Since $|a_n| |a_m| = |a_m| |a_n|$, we can notice that the above table can be mirrored around the line $n=m$. We can then notice that if we add together two copies of the RHS, like $2 \sum_{n\geq 0} \sum_{m \geq k} |a_n| |a_m| r^{n+m}$, then it can be depicted as covering the following tiles (some of them twice):

The algebraic way to see the above table is with two mirrored copies of the sum:

$$2 \sum_{n\geq 0} \sum_{m \geq k} |a_n| |a_m| r^{n+m} = \left(\sum_{n\geq 0} \sum_{m \geq k} |a_n| |a_m| r^{n+m}\right) + \left(\sum_{n\geq k} \sum_{m \geq 0} |a_n| |a_m| r^{n+m}\right).$$

Notice that $G(r)$, consisting of the off-diagonal elements (depicted in orange), is completely covered by the above!

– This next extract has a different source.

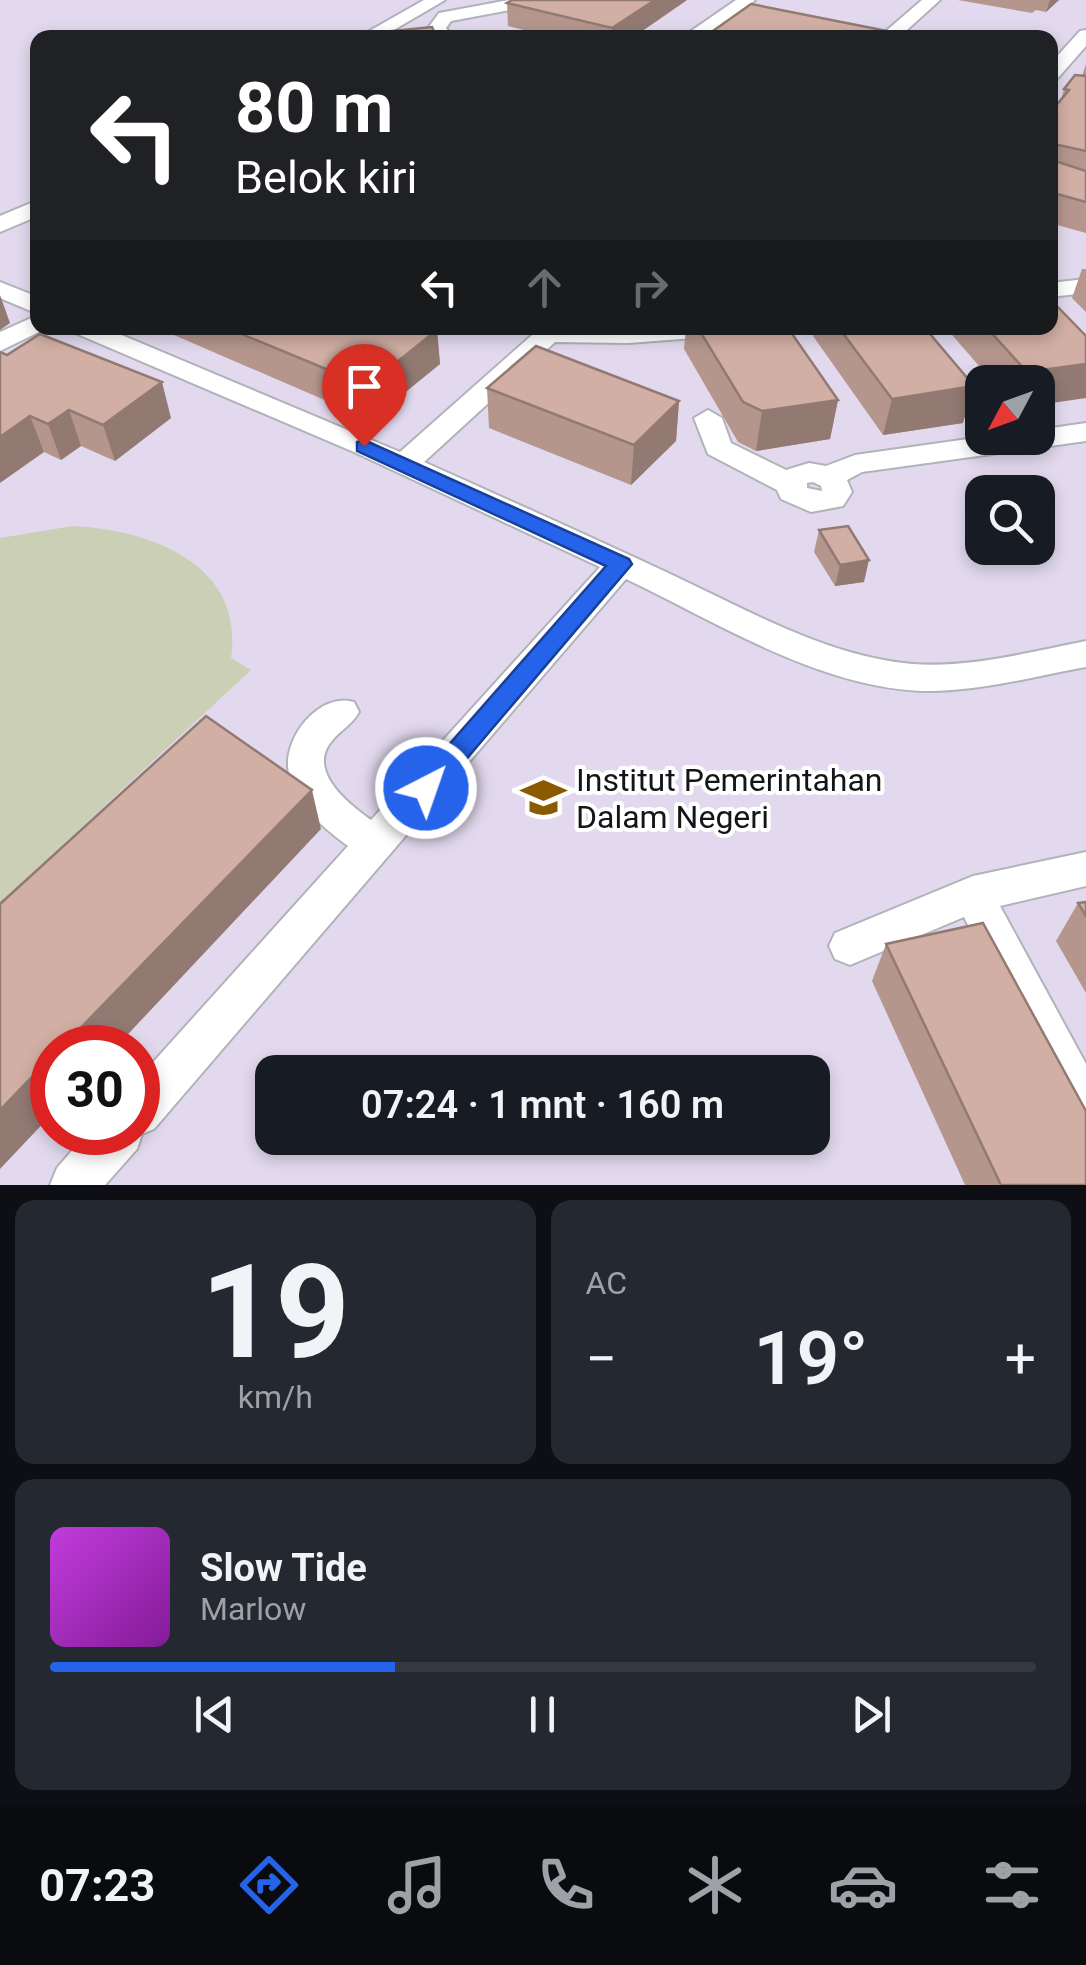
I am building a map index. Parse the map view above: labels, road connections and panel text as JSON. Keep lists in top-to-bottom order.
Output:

So, if we bound each term in the off-diagonal sum $G(r)$ by its absolute value, it must be bounded above by the absolute sum corresponding to the purple tiles! Formally:

$$\begin{align*} |G(r)| &= \left|\mathop{\sum_{n \geq 0} \sum_{m \geq 0}}\limits_{\substack{n \equiv m \pmod{k}\\[0.25em] n \neq m}} a_n \overline{a_m} r^{n+m} \right| \leq \mathop{\sum_{n \geq 0} \sum_{m \geq 0}}\limits_{\substack{n \equiv m \pmod{k}\\[0.25em] n \neq m}} \left|a_n \overline{a_m} r^{n+m}\right| \\ &= {\color{orange} \mathop{\sum_{n \geq 0} \sum_{m \geq 0}}\limits_{\substack{n \equiv m \pmod{k}\\[0.25em] n \neq m}} |a_n| |a_m| r^{n+m}} \\ &\leq {\color{purple} 2\left(\sum_{n\geq 0} \sum_{m \geq k} |a_n| |a_m| r^{n+m} \right)} \leq 2 \cdot 1 = 2. \end{align*}$$

This implies the diagonal term $A(r) = F(r) - G(r)$ must be bounded above:

$$A(r) = |A(r)| = |F(r) - G(r)| \leq |F(r)| + |G(r)| \leq M^2 + 2.$$

This also means that $A(r)$ also converges for all $r > 0$ (since every term in the series is positive and it’s bounded above.)

From here it’s trivial. Suppose for contradiction that some $a_q \neq 0$, $q \geq 1$. If we then pick

$$r = 1 + \sqrt[2q]{\frac{M^2 + 2}{|a_q|^2}},$$

then we violate the inequality we just proved,

$$A(r) = \sum_{n \geq 0} |a_n|^2 r^{2n} \geq |a_q|^2 r^{2q} > M^2 + 2,$$

contradiction. $\square$

Okay, wait, what?

When I first saw this proof I didn’t understand it at all. Even after understanding it and writing it up I still don’t really grasp it on a fundamental level. Here are some remarks that may or may not aid in this regard.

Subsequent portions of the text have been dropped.